Even though the West Park end of St Aubin's Bay ceased to be used for aircraft operations on a daily basis following the opening of the new Airport in 1937, that was not the end of beach landings. In February 1947, ten years later, and nearly two years after normal flying operations resumed after the Liberation, this Channel Islands Airways DH89 Rapide landed on the beach at West Park.

Why it landed there is not clear but probably there was a problem at the airport because of what was described at the time as heavy snow and frost, particularly as the airport did not have a hard runway at this time. The Rapide was carrying passengers, and it is being refuelled ready for its return flight. A Commer van appears to be collecting or delivering some light cargo or luggage.

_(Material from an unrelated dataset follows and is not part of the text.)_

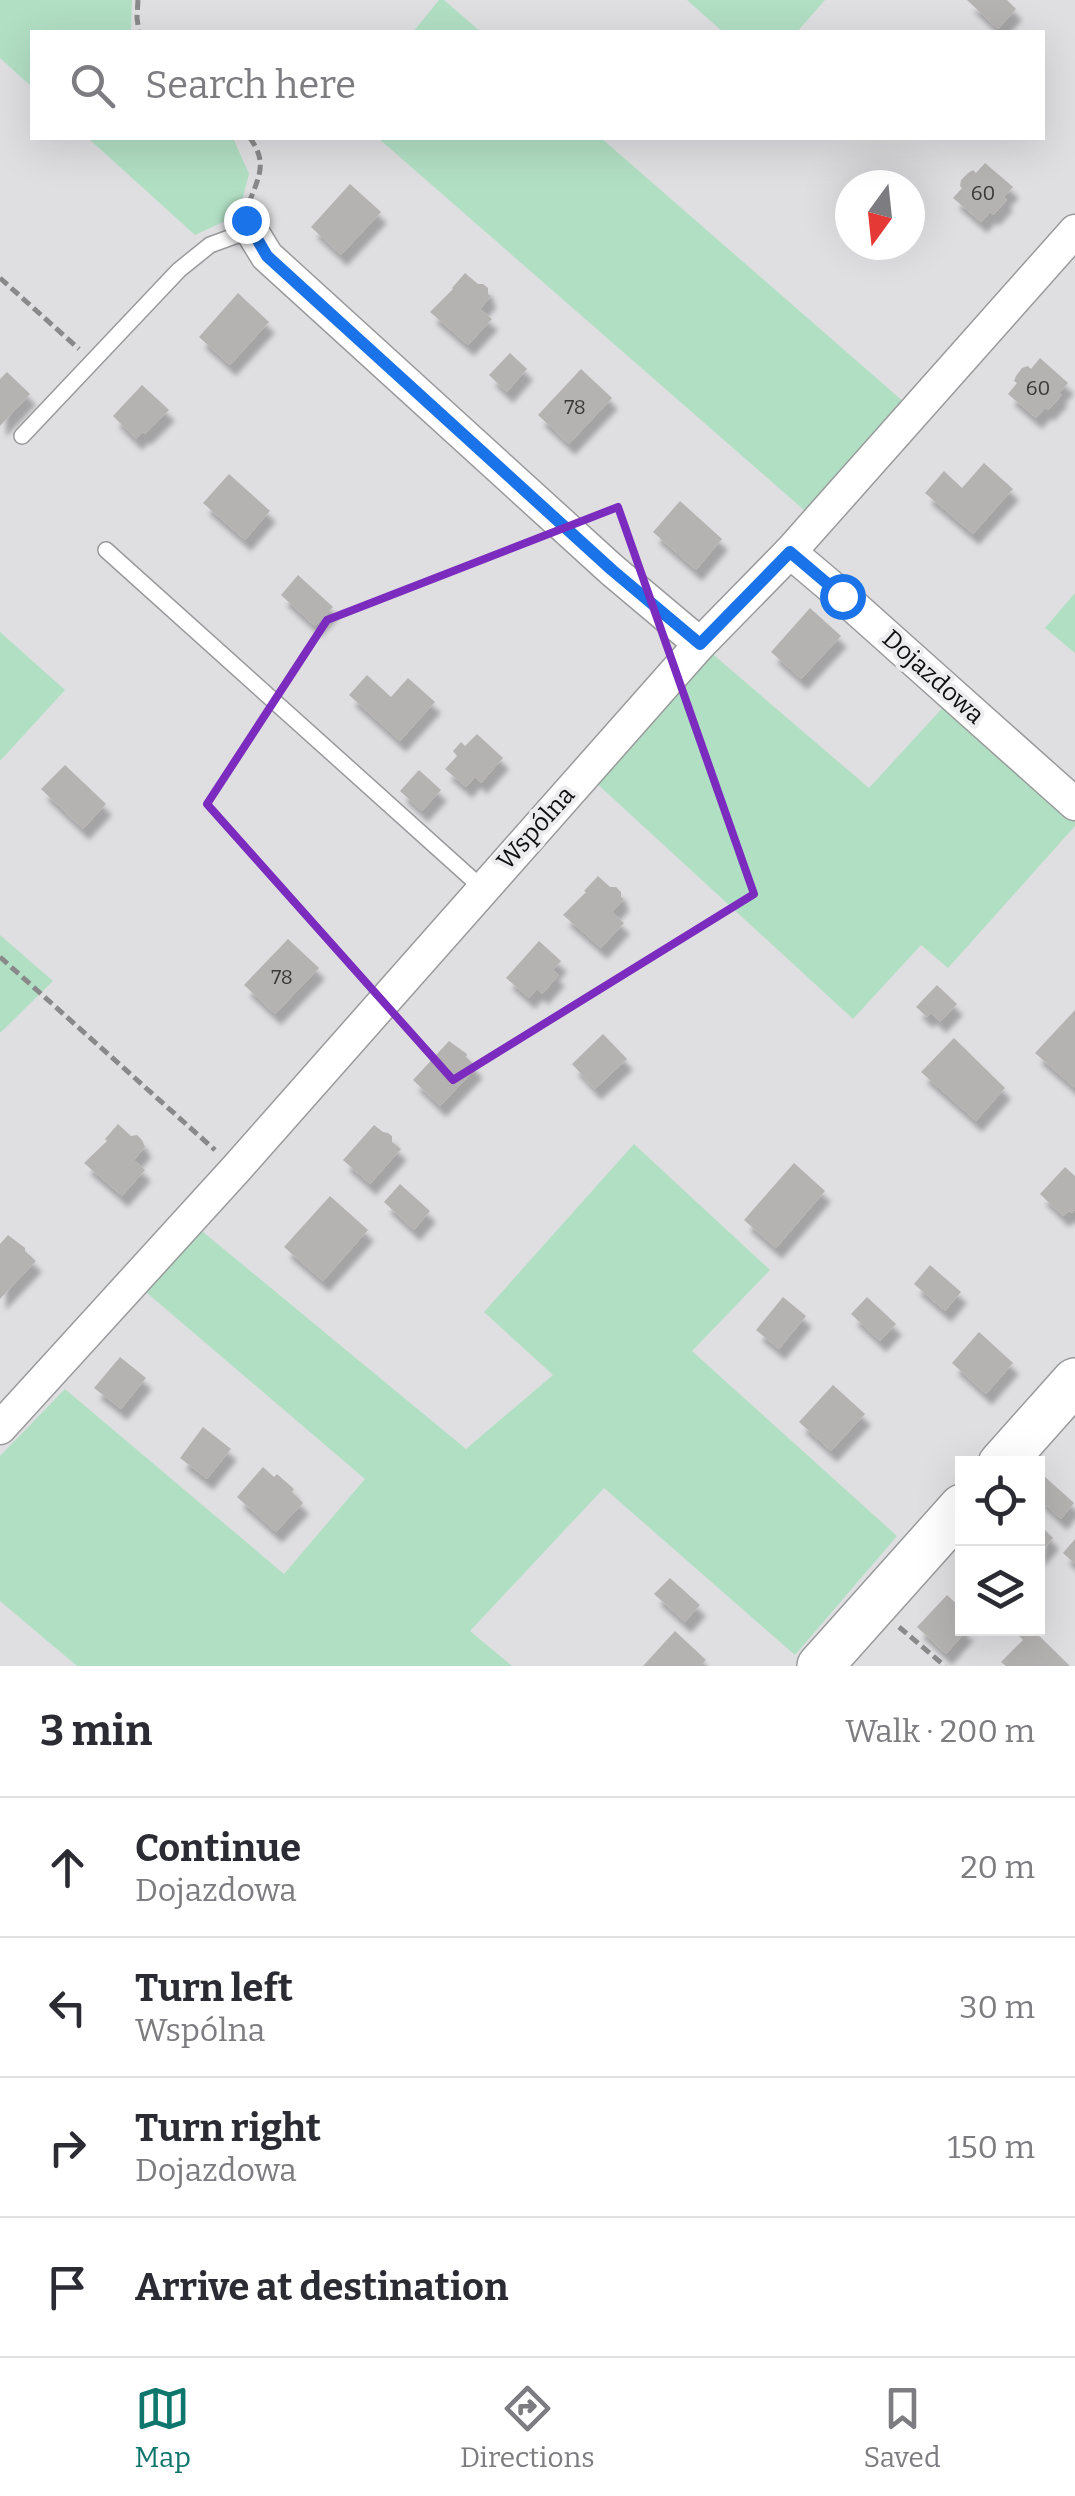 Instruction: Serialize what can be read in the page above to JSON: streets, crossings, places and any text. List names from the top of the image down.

The police are in attendance, but on such a cold day there do not appear to be any curious onlookers to keep at bay, although there are some people on the promenade watching what was one time commonplace. In the first picture the chocks have been pulled away, the aircraft is running up its engines to go, and the unusual event was clearly something to photograph and report.

At the time of these pictures, February 1947, all airline services in the UK became part of BEA, having been under its control since it was established in August 1946. The Channel Islands’ governments resisted this on the basis that the UK government did not have jurisdiction over the islands, and Channel Islands Airways was registered in Jersey.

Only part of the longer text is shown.